Words and photos courtesy of Yeow Yi Fan
The 1970s were the golden age of Ford’s rallying exploits and the Mark II Escort continued its predecessor’s unchallenged reign on virtually every racing competition it participated in. The second installment of Ford of Europe’s Rallye Sport offering, the RS1800 was designed specifically for competitive rallying. Under the bonnet is a 1.8-litre 4-cylinder developing 115 bhp and 120 ft-lb which sounds puny by modern standards but when you have less than 1 ton to carry, it must be a hoot to zip around in.
Anyway, I hold this RS in high regards not because it is a masterpiece. Far from that in fact as this is after all only a Minichamps. This is one of the most difficult to find pieces amongst my current fleet as Minichamps allegedly made only 660 pieces. I also adore the styling of these 70s Escorts especially the Mark 2s. Sure, the Mark 1s have the Coke-bottle curves but I am more of a boxy guy. These plus the thrill of finding one combined to make this one of my most treasured additions ever.
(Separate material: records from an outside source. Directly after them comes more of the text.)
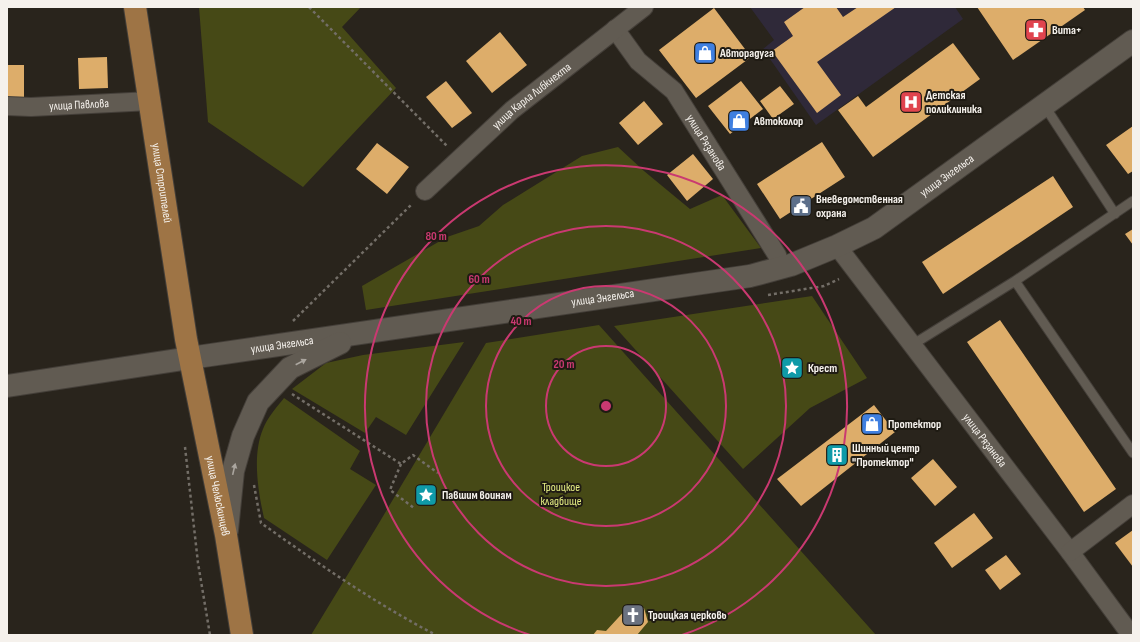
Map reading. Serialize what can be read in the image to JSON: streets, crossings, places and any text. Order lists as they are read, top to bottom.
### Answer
{
  "streets": {
    "main road": ["улица Энгельса", "улица Строителей", "улица Челюскинцев"],
    "street": ["улица Карла Либкнехта", "улица Павлова", "улица Рязанова"]
  },
  "crossings": [
    ["улица Карла Либкнехта", "улица Рязанова"],
    ["улица Павлова", "улица Строителей"],
    ["улица Рязанова", "улица Энгельса"],
    ["улица Энгельса", "улица Строителей"],
    ["улица Энгельса", "улица Челюскинцев"],
    ["улица Строителей", "улица Челюскинцев"]
  ],
  "parks": ["Троицкое кладбище"],
  "places": {
    "pharmacy": ["Вита+"],
    "shop": ["Авторадуга", "Автоколор", "Протектор"],
    "hospital": ["Детская поликлиника"],
    "public building": ["Вневедомственная охрана"],
    "place": ["Крест", "Павшим воинам"],
    "building": ["Шинный центр \"Протектор\""],
    "church": ["Троицкая церковь"]
  },
  "rings": [
    "80 m",
    "60 m",
    "40 m",
    "20 m"
  ]
}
I also remember when I grew up in the 90s someone in my neighbourhood was driving a Mk 2 Escort. Back in those days (and still is today), people were driving Corollas and Civics while you get the occasional Lancers. Then there was this weird looking Ford box-on-wheels in a weird gold-yellow-orange kind of paint that somehow stood out. I remember ‘inspecting’ this car to look for clues as to the car’s identify. There it was, ‘ESCORT’ boldly claimed on the left of the trunk… (Disclaimer: That particular Escort I saw was obviously not an RS.)
I bought this Escort on eBay at a total cost of €184.80 from France. The downside of being a collector in the far east is that your shipping fee is usually 1/3 of the total purchase cost! The purchasing experience was relatively positive except for the detached spoiler. Nothing a little super glue cannot fix!
As far as I know, Ford made mostly white Escort RS1800s with maybe one or two in red. You have to admit though there is no better colour scheme for the car especially with the dual-blue stripes running across the flanks.
The rear side is my most favourite angle of the RS1800. You can see part of the rear suspension plus the ducktail spoiler that amplifies its sporting credentials. The stylistic tones are further enhanced by the very cool RS1800 script. Car design was so restrained back then before the birth of fake vents and imitation diffusers.
Enter the cabin and that is when things begin to disappoint. Everything looks as it is made entirely of cheap black plastic. Not saying the actual interior is The Continental but the finesse here could have been much better. Then again, cars from this era do have notoriously cheap-looking black plastic interiors.
Detailing on the central console and some proper gauges provide some welcome colour relief to this black void. Bonus mark is given to Minichamps for even bothering to detail the window cranks.
Lift up the bonnet and you will be greeted by a jewel of an engine replica. Yes, there is nothing much to see here but the detailing is very good with a pleasant mixture of colours and the usual cabling and plumbing. One thing I noticed is that the hinges for both the bonnet and trunk feel industrial-grade. I have no problem setting them at any position I wish.
Also, the engine appears to sit a little too low. Or at least much lower than the actual car based on the pictures I have seen. Engine bay decal lends this an added air of authenticity.
At the back, there is a sizable boot and that is just about it!
This is a real definition of a clean and simple diecast model. Not that you should but it could be a perfect canvas for anyone wanting to create a customized rally competitor. I reckon the potential on this is limitless or you could just get the racing variants which Minichamps has made (which may be sealed bodies!)…
If you flip over the Escort, you get some minimal detailing on the undercarriage. Probably the most ungainly sight of the model and no, there are no functioning suspensions.
Surely there are flows? Yes, I hate those injection runners of the headlights and assembly holes on the headlight housings that give the impression of ‘headlight irises’. Not going to do anything about it since I like this piece so much I could look past them. My window frames do not feel securely installed onto the doors. I suppose these are the only complaints I have.
Oh, and if I could, I would slap a set of Rostyles to make it more badass. Thank you for reading and happy collecting!